↓

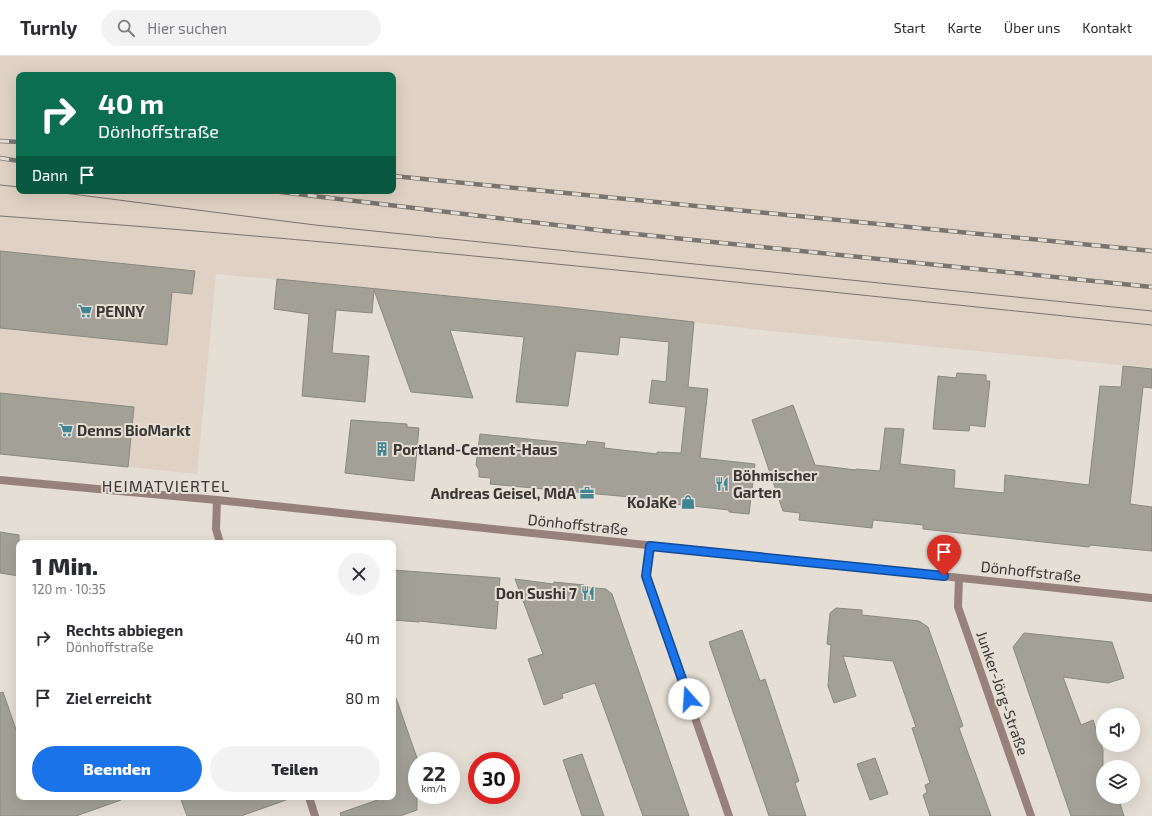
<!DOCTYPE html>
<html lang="de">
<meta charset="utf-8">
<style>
body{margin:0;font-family:"Exo 2",sans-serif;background:#f2f2f3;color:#2b2b33;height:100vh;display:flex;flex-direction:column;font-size:15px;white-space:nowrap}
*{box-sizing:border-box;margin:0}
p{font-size:13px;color:#7c7c81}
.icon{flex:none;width:22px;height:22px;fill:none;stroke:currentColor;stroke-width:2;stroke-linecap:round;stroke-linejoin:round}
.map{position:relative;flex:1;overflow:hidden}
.side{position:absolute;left:16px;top:484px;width:380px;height:260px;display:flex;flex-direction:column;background:#fff;border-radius:8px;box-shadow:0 4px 16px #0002}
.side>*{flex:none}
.hud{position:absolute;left:16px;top:16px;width:380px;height:122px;border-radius:8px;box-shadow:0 4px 16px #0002;background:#0b6e4f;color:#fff;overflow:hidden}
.fabs{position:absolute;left:1096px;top:652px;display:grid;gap:8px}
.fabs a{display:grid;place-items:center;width:44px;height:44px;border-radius:50%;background:#fff;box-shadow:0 4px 16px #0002;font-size:20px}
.speed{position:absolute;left:408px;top:696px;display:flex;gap:8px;font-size:20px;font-weight:700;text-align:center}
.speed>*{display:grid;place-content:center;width:52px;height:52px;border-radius:50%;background:#fff;box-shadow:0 4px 16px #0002;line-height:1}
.speed small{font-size:10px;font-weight:400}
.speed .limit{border:6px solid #d22;background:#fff;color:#111}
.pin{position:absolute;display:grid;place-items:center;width:34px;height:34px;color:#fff;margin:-41px -17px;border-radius:50% 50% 50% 0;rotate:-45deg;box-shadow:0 0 4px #0007}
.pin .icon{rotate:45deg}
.me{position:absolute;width:44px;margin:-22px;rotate:341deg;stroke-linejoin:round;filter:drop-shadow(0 0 3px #0008)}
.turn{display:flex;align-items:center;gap:14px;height:84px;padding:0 16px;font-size:18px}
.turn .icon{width:52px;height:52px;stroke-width:2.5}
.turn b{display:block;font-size:28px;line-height:34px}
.then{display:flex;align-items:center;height:38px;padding:0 16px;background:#0003;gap:8px;font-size:15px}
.round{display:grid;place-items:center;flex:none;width:42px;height:42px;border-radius:21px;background:#f2f2f3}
.head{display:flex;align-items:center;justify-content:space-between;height:68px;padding:0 16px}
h1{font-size:24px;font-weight:800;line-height:30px}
.primary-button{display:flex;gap:8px;margin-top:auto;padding:8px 16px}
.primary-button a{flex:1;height:46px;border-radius:24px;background:#1a73e8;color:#fff;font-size:16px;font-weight:800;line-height:46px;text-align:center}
.primary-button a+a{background:#f2f2f3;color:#2b2b33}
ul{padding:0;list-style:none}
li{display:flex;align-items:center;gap:12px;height:60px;padding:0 16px}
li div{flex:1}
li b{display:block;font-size:15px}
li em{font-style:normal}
header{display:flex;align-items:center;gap:24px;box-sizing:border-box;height:56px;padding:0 20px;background:#fff;border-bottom:1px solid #e1e1e2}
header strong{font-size:19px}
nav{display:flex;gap:22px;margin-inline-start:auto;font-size:14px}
.search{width:280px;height:36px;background:#f2f2f3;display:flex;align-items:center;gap:10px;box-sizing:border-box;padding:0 14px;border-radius:22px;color:#7c7c81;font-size:15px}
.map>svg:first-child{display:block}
.built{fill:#dfd2c4;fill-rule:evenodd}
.building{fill:#a3a197;stroke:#8a897f}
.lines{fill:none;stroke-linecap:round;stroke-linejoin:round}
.minor{stroke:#97827b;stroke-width:8}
.tram{stroke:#79746f;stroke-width:1}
.rail-casing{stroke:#79746f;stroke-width:4.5}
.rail{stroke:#e5ded5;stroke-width:3;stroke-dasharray:9;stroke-linecap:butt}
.route-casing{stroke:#114b97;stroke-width:10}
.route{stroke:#1a73e8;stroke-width:7}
.labels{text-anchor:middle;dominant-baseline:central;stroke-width:4;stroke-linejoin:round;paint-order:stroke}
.poi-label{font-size:15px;font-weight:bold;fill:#393633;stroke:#e5ded5;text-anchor:start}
.street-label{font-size:15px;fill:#393633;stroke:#e5ded5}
.neighbourhood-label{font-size:16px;letter-spacing:1px;fill:#393633;stroke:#e5ded5}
</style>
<header>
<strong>Turnly</strong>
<div class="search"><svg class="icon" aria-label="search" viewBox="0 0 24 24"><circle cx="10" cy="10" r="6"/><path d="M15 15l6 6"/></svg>Hier suchen</div>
<nav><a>Start</a><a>Karte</a><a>Über uns</a><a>Kontakt</a></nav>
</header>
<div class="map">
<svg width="1152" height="760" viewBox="0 0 1152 760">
<rect width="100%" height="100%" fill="#e5ded5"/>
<path class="built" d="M 0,0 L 1152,0 L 1152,312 L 770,275 L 508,245 L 216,218 L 197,418 L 0,398 ZM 19,19 L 393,19 L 393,135 L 19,135 Z"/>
<g class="building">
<path d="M 0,195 L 195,215 L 192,238 L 172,236 L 167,289 L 0,272 Z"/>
<path d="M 277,223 L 560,251 L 694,266 L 688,331 L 708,333 L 700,402 L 755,408 L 749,458 L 729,456 L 729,454 L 629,443 L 630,441 L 490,428 L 491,422 L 479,421 L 479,414 L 476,409 L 480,378 L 586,389 L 587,385 L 605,387 L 604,392 L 657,398 L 657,396 L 681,397 L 686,351 L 649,347 L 652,324 L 666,326 L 669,286 L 620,281 L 618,299 L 576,295 L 568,350 L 516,346 L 524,281 L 450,274 L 473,342 L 411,336 L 374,234 L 372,257 L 336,254 L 332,297 L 369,300 L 365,346 L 302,340 L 309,258 L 274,253 Z"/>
<path d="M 1123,310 L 1152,313 L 1152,332 L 1143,331 L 1130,448 L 1152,451 L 1152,495 L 1090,489 L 1089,491 L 923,473 L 923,469 L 873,464 L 872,472 L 799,464 L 800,457 L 783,455 L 752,364 L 793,349 L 815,409 L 856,414 L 856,413 L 880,415 L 885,372 L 904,373 L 900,408 L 955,414 L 954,432 L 1004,437 L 1005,419 L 1089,429 L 1100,330 L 1121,331 Z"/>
<path d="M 957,317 L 986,319 L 986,325 L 990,325 L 985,371 L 970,369 L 969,375 L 933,373 L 938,320 L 956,322 Z"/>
<path d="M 0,337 L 134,351 L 128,411 L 0,398 Z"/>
<path d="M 351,364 L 407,368 L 407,371 L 419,372 L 414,425 L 345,417 Z"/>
<path d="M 0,476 L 19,479 L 19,520 L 0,517 Z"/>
<path d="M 393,514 L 500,522 L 496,573 L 419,565 L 419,566 L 393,564 Z"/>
<path d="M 515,523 L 553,528 L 554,526 L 584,529 L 584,531 L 606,533 L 612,538 L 689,760 L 643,760 L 595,627 L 562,638 L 563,642 L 544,649 L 528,603 L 543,598 Z"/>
<path d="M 836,552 L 862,554 L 862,559 L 919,565 L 928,571 L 963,670 L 959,672 L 991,760 L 930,760 L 923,739 L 927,736 L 925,729 L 930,727 L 912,672 L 916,671 L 893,605 L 843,600 L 856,640 L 834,647 L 828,630 L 831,589 L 827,588 L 830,557 Z"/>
<path d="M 742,574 L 760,625 L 765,623 L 799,725 L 795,727 L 806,760 L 769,760 L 709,586 Z"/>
<path d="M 1024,577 L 1112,586 L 1124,622 L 1108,627 L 1063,621 L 1081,669 L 1093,664 L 1103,694 L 1103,741 L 1118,741 L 1124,760 L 1071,760 L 1013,591 Z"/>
<path d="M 3,636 L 19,682 L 19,741 L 121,741 L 121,744 L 76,760 L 0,760 L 0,637 Z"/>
<path d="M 396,642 L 417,702 L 417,754 L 400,760 L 341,760 L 340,757 L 386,741 L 393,741 L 393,643 Z"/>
<path d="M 582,698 L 604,760 L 582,760 L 563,704 Z"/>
<path d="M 875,702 L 888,738 L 870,744 L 857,708 Z"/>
<path d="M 180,741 L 286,741 L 286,744 L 241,760 L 187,760 Z"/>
</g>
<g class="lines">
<g class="minor">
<path d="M 0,424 L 217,444 L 1152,542"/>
<path d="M 217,444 L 216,473 L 220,487"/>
<path d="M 650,490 L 646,520 L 729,760"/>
<path d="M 959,522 L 958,551 L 1031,760"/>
<path d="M 309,741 L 315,760"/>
</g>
<g class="tram">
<path d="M 0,129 L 19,131"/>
<path d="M 48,135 L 315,169 L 1152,255"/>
<path d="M 0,160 C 385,187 768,230 1152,269"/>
</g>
<defs>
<g id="rail">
<path d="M 0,85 L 19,86"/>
<path d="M 0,102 L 19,105"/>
<path d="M 393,120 L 1152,195"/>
<path d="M 272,135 L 606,175 L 1152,231"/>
</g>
</defs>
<use href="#rail" class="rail-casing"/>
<use href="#rail" class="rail"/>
</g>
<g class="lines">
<defs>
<path id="route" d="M 689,643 L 646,520 L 650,490 L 944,520"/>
</defs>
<use href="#route" class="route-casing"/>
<use href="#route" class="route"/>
</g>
<defs>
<symbol id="supermarket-bare" viewBox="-9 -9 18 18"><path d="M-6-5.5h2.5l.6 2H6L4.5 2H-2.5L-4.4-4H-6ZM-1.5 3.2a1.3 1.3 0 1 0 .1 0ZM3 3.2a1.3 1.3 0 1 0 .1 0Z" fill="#418693" stroke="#e5ded5" stroke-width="2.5" paint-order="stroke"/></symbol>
<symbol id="building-bare" viewBox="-9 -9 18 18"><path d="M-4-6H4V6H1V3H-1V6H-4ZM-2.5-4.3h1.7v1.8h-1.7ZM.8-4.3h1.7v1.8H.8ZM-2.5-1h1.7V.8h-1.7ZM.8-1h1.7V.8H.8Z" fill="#418693" stroke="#e5ded5" stroke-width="2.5" paint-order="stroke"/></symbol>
<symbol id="restaurant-bare" viewBox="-9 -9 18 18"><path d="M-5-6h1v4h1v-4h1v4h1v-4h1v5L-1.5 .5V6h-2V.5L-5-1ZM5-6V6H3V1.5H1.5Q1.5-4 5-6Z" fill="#418693" stroke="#e5ded5" stroke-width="2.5" paint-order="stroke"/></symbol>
<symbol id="office-bare" viewBox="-9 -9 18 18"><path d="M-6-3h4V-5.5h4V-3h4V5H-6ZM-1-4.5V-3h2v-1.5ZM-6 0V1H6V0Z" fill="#418693" stroke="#e5ded5" stroke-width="2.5" paint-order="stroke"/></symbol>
<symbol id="shop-bare" viewBox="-9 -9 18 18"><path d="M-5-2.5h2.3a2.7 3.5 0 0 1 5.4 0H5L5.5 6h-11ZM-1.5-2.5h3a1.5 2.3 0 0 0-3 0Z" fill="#418693" stroke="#e5ded5" stroke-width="2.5" paint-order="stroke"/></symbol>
</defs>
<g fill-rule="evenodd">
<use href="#supermarket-bare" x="75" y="245" width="20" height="20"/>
<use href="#supermarket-bare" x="56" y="364" width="20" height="20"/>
<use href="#building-bare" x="372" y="383" width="20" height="20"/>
<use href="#restaurant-bare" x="712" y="418" width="20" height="20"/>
<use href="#office-bare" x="577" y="427" width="20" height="20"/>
<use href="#shop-bare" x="678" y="436" width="20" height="20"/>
<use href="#restaurant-bare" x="578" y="527" width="20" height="20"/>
</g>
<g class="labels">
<g class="poi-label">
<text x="96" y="255">PENNY</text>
<text x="77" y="374">Denns BioMarkt</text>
<text x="393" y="393">Portland-Cement-Haus</text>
<text x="733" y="419">Böhmischer<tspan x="733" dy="17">Garten</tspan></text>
<text x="576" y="437" text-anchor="end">Andreas Geisel, MdA</text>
<text x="677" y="446" text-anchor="end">KoJaKe</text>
<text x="577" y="537" text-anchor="end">Don Sushi 7</text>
</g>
<g class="street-label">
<text transform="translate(578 468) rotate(6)">Dönhoffstraße</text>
<text transform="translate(1031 515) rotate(6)">Dönhoffstraße</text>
<text transform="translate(1003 637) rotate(71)">Junker-Jörg-Straße</text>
</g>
<g class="neighbourhood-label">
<text x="166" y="429">HEIMATVIERTEL</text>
</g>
</g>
</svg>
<div class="fabs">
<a><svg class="icon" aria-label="sound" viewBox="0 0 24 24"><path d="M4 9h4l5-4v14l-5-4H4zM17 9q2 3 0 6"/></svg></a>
<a><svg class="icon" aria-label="layers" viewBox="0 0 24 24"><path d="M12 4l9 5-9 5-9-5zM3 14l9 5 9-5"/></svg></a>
</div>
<div class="speed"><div>22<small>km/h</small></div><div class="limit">30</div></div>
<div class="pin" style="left:944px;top:520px;background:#d93025"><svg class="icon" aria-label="arrive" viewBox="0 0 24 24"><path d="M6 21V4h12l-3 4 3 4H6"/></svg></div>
<svg class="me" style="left:689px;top:643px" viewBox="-20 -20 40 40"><circle r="19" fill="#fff"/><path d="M0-13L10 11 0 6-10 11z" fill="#1a73e8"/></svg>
<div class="hud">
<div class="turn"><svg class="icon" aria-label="right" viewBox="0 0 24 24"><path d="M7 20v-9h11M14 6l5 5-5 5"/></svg><div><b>40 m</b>Dönhoffstraße</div></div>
<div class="then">Dann<svg class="icon" aria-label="arrive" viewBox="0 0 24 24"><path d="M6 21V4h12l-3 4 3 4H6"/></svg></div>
</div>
<section class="side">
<div class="head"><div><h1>1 Min.</h1><p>120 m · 10:35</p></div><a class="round"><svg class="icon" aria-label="close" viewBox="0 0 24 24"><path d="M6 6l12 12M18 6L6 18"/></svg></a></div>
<ul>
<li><svg class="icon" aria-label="right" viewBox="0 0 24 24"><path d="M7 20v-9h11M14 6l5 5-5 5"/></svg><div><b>Rechts abbiegen</b><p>Dönhoffstraße</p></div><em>40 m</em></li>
<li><svg class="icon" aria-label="arrive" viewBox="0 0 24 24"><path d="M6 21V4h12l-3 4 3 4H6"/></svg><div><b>Ziel erreicht</b></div><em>80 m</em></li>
</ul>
<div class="primary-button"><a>Beenden</a><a>Teilen</a></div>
</section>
</div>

↑

The task: The answer must consist of every line from the records above that holds "absolute".

Exercise response:
.side{position:absolute;left:16px;top:484px;width:380px;height:260px;display:flex;flex-direction:column;background:#fff;border-radius:8px;box-shadow:0 4px 16px #0002}
.hud{position:absolute;left:16px;top:16px;width:380px;height:122px;border-radius:8px;box-shadow:0 4px 16px #0002;background:#0b6e4f;color:#fff;overflow:hidden}
.fabs{position:absolute;left:1096px;top:652px;display:grid;gap:8px}
.speed{position:absolute;left:408px;top:696px;display:flex;gap:8px;font-size:20px;font-weight:700;text-align:center}
.pin{position:absolute;display:grid;place-items:center;width:34px;height:34px;color:#fff;margin:-41px -17px;border-radius:50% 50% 50% 0;rotate:-45deg;box-shadow:0 0 4px #0007}
.me{position:absolute;width:44px;margin:-22px;rotate:341deg;stroke-linejoin:round;filter:drop-shadow(0 0 3px #0008)}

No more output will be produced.